Fazio: «La mia Roma-Liverpool è un sogno, non un incubo. La storia comincia qui»
Rassegna stampa
Condividi l'articolo
CORRIERE DELLA SERA – Il centrale argentino Federico Fazio si è raccontato alla vigilia di Liverpool-Roma.
Immaginiamo: tra otto giorni, all’Olimpico, si va ai calci di rigore. Lei che fa? Tira? Su Falcao che non si presenta sul dischetto, qui, stanno ancora a discutere…
«Non sono un rigorista, ma se l’allenatore me lo chiede certo che lo tiro».
Conoscete meglio voi Momo Salah o è lui che conosce meglio voi?
«È una bella gara. Diciamo che noi lo conosciamo benissimo e che lui ci conosce bene perché è stato nella Roma di Spalletti e non in quella di Di Francesco. Detto questo, il Liverpool non è soltanto Salah. Se pensiamo soltanto a fermare lui, sbagliamo».
Ha parlato di Anfield e del suo impatto sui giocatori. Lo sa che la Roma è l’unica tra le semifinaliste a non avere il suo stadio di proprietà?
«Avere i tifosi a un centimetro è importantissimo. Uno stadio crea identità, diventa la tua casa, può fare la differenza. Anche per questo è alla base del progetto della Roma».
Roma è la Città Eterna, non ama che qualcuno le insegni qualcosa. Però nel calcio ha vinto poco e Siviglia tanto, per esempio cinque tra Coppe Uefa e Europa League. Che cosa porterebbe qui, con la bacchetta magica, dopo aver già portato il direttore sportivo Monchi?

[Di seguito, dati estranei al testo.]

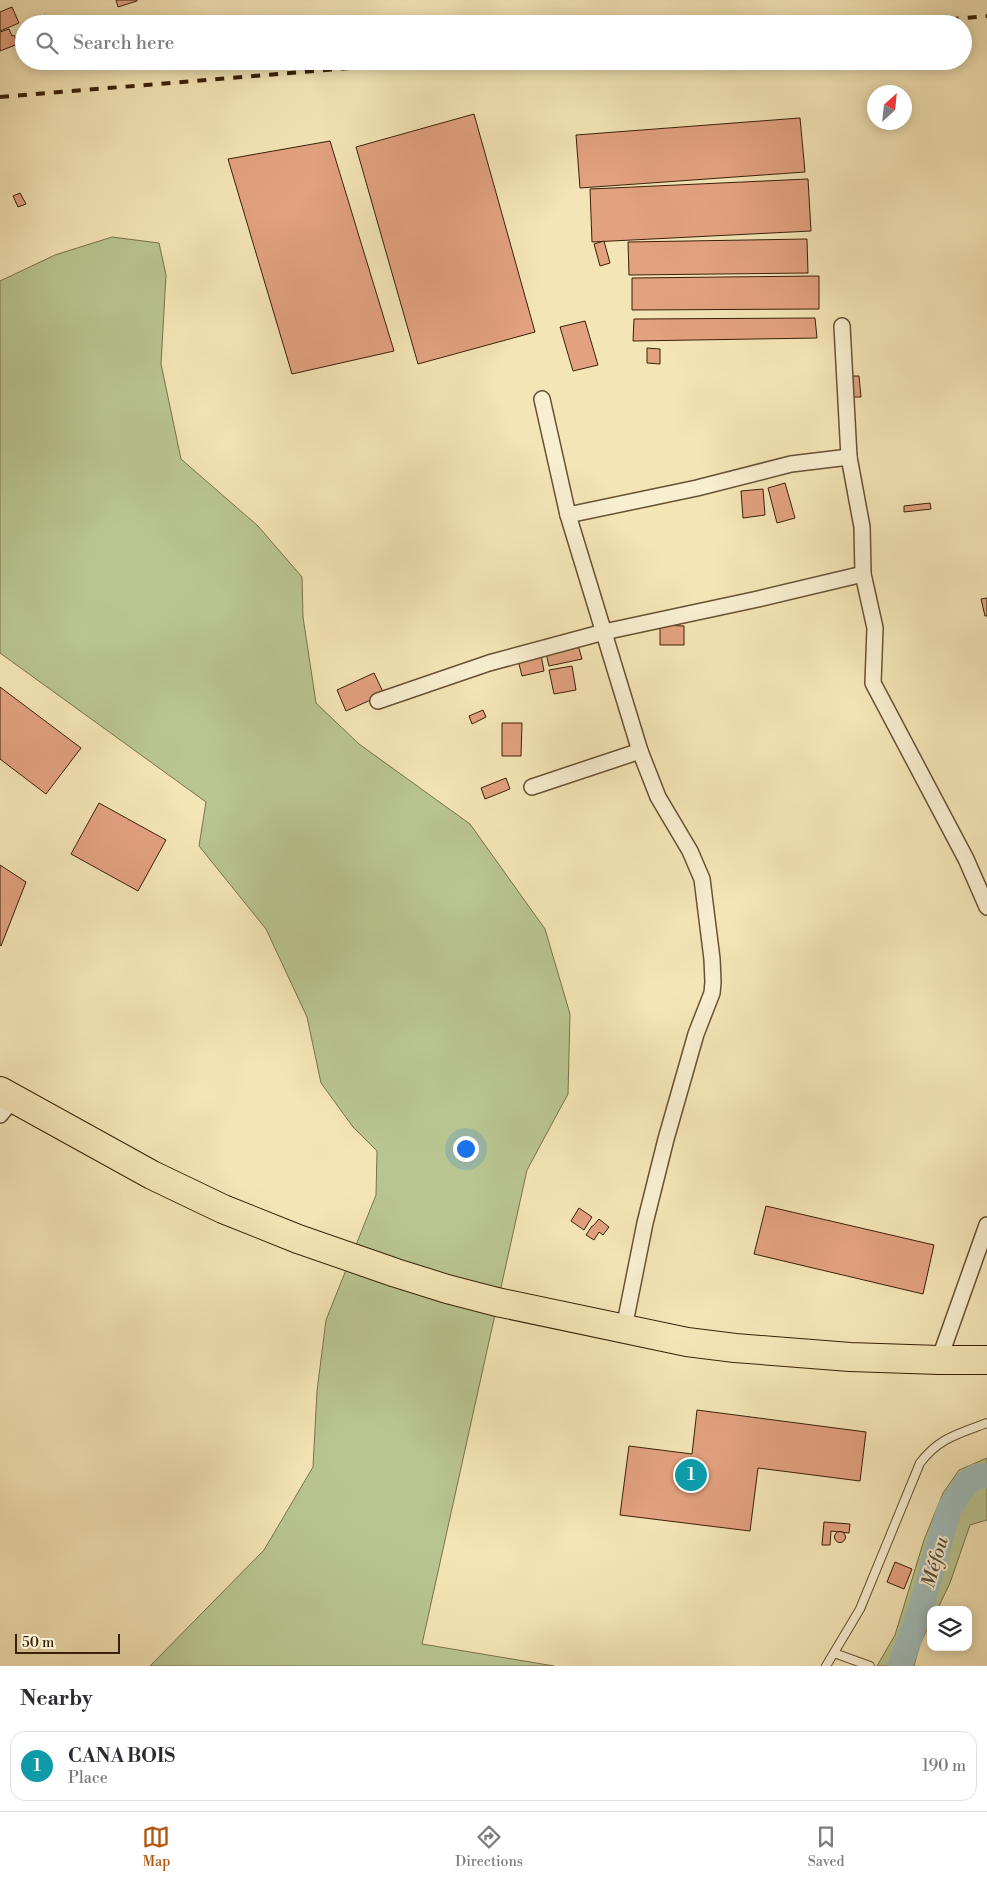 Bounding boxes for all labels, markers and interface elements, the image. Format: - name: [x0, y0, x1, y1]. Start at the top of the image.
- search box: [15, 15, 972, 70]
- icon: search: [33, 29, 61, 57]
- text: Search here: [73, 31, 174, 55]
- north arrow: [867, 85, 912, 130]
- your location: [453, 1136, 479, 1162]
- pin: 1: [675, 1456, 707, 1494]
- water label: Méfou: [916, 1534, 954, 1591]
- map controls: [927, 1606, 972, 1651]
- button: layers: [927, 1606, 972, 1651]
- scale bar: [15, 1631, 120, 1654]
- text: 50 m: [22, 1634, 54, 1652]
- text: Nearby: [20, 1686, 93, 1712]
- text: CANA BOIS: [68, 1744, 175, 1768]
- text: 1: [33, 1756, 41, 1776]
- text: 190 m: [922, 1756, 966, 1776]
- text: Place: [68, 1768, 108, 1788]
- tab: Map: [142, 1823, 170, 1871]
- tab: Directions: [455, 1823, 523, 1871]
- tab: Saved: [808, 1823, 845, 1871]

«Con la bacchetta magica niente, con il lavoro tanto. Si parla spesso di mentalità vincente e io ho visto, a Siviglia, che è il prodotto di un gruppo che parte dai dirigenti e arriva fino ai magazzinieri. Per me è importante chiunque lavora a Trigoria, anche se poi in campo vanno undici giocatori. Roma e Siviglia si somigliano: c’è un derby sentitissimo, ci sono radio e tv locali, ci sono avversarie in campionato che hanno più soldi e più trofei in bacheca. Per arrivare in alto servono due cose: una sconfinata voglia di vincere e la continuità nei comportamenti. Non sono cose che si costruiscono in pochi giorni, bisogna saper assorbire le eventuali sconfitte, che fanno parte del calcio, senza perdere la fiducia in quello che stai facendo. Sono arrivato a Siviglia a 19 anni, catapultato dal Mondiale Under 20 che avevo giocato con l’Argentina. Ho firmato e sono partito in un giorno. All’arrivo mi ha preso in consegna Enzo Maresca, che stava sempre con me e mi riempiva di consigli utili. È stata una grande lezione e adesso, quando posso, lo faccio anch’io».

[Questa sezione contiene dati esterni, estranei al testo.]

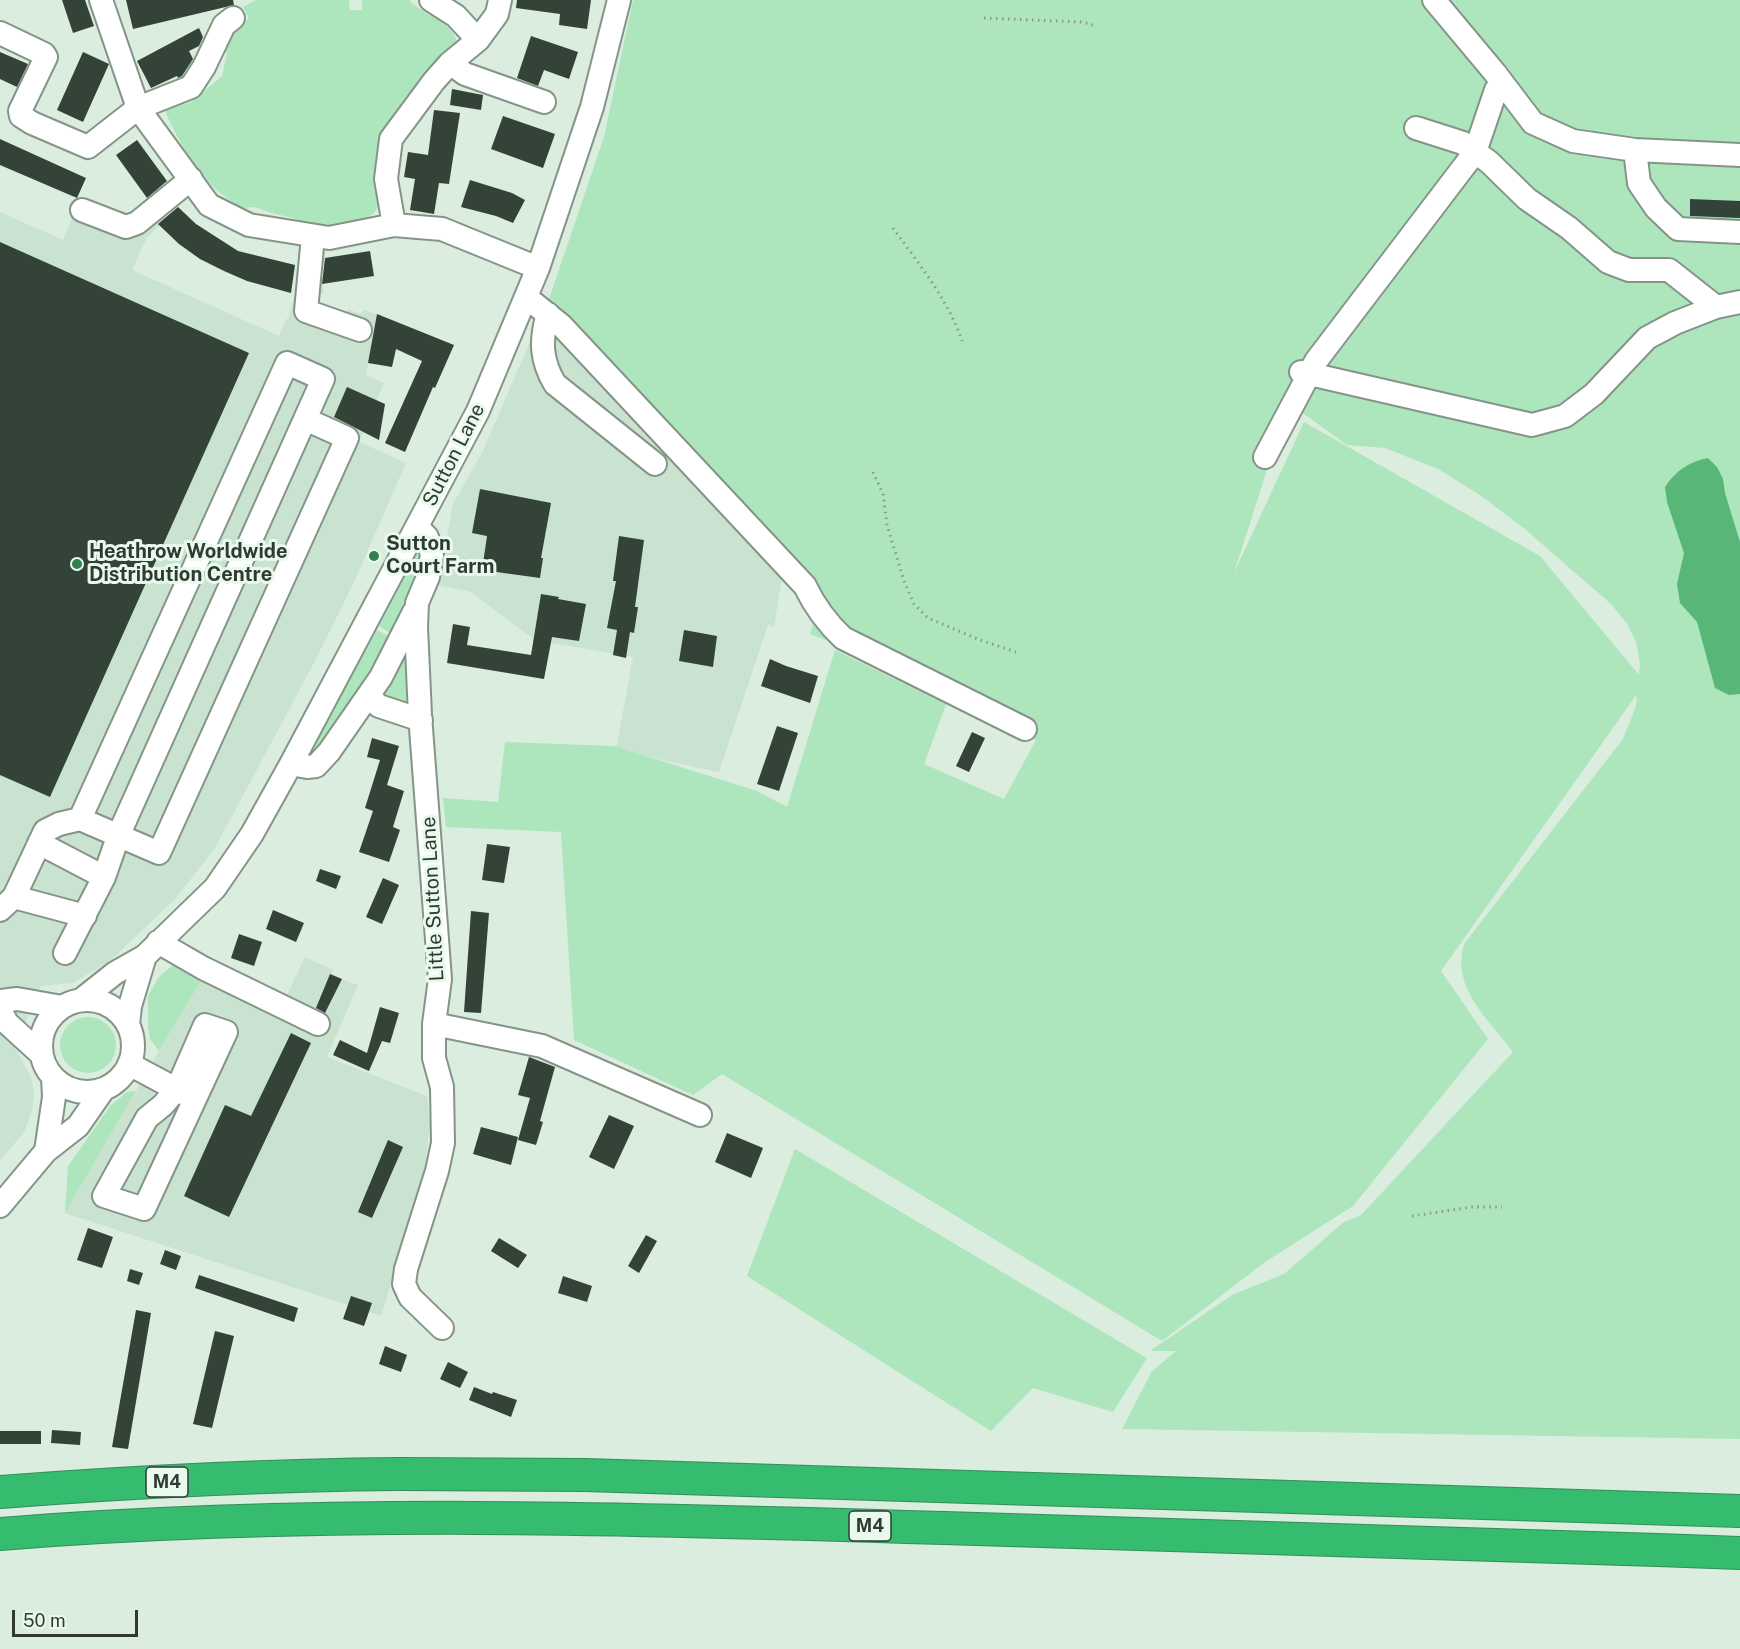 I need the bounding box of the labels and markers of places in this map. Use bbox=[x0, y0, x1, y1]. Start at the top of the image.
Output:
place label: Sutton Court Farm bbox=[386, 532, 494, 579]
place label: Heathrow Worldwide Distribution Centre bbox=[89, 540, 287, 587]
marker: Sutton Court Farm bbox=[367, 549, 381, 563]
marker: Heathrow Worldwide Distribution Centre bbox=[70, 557, 84, 571]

Di Francesco dice che il calciatore ideale è Cengiz Under, che non capisce l’italiano e perciò è impermeabile al famigerato «ambiente romano». È così?
«Provate voi a imparare il turco! Al di là dello scherzo, per me non è un problema gestire l’esterno: in Argentina e in Spagna è molto simile».
Ma Francesco Totti, a Roma, non può girare per strada nemmeno adesso che ha finito di giocare…
«A me basta mettere un cappellino. Mi piace girare per Roma e quando ho il giorno libero vado con mia moglie a vedere le tante bellissime città che ci sono in Italia. Mio bisnonno e mio nonno sono nati qui. Il primo ha combattuto in guerra, il secondo è partito per l’Argentina nel 1949. Era una nazione che dava lavoro e opportunità, adesso la stiamo distruggendo».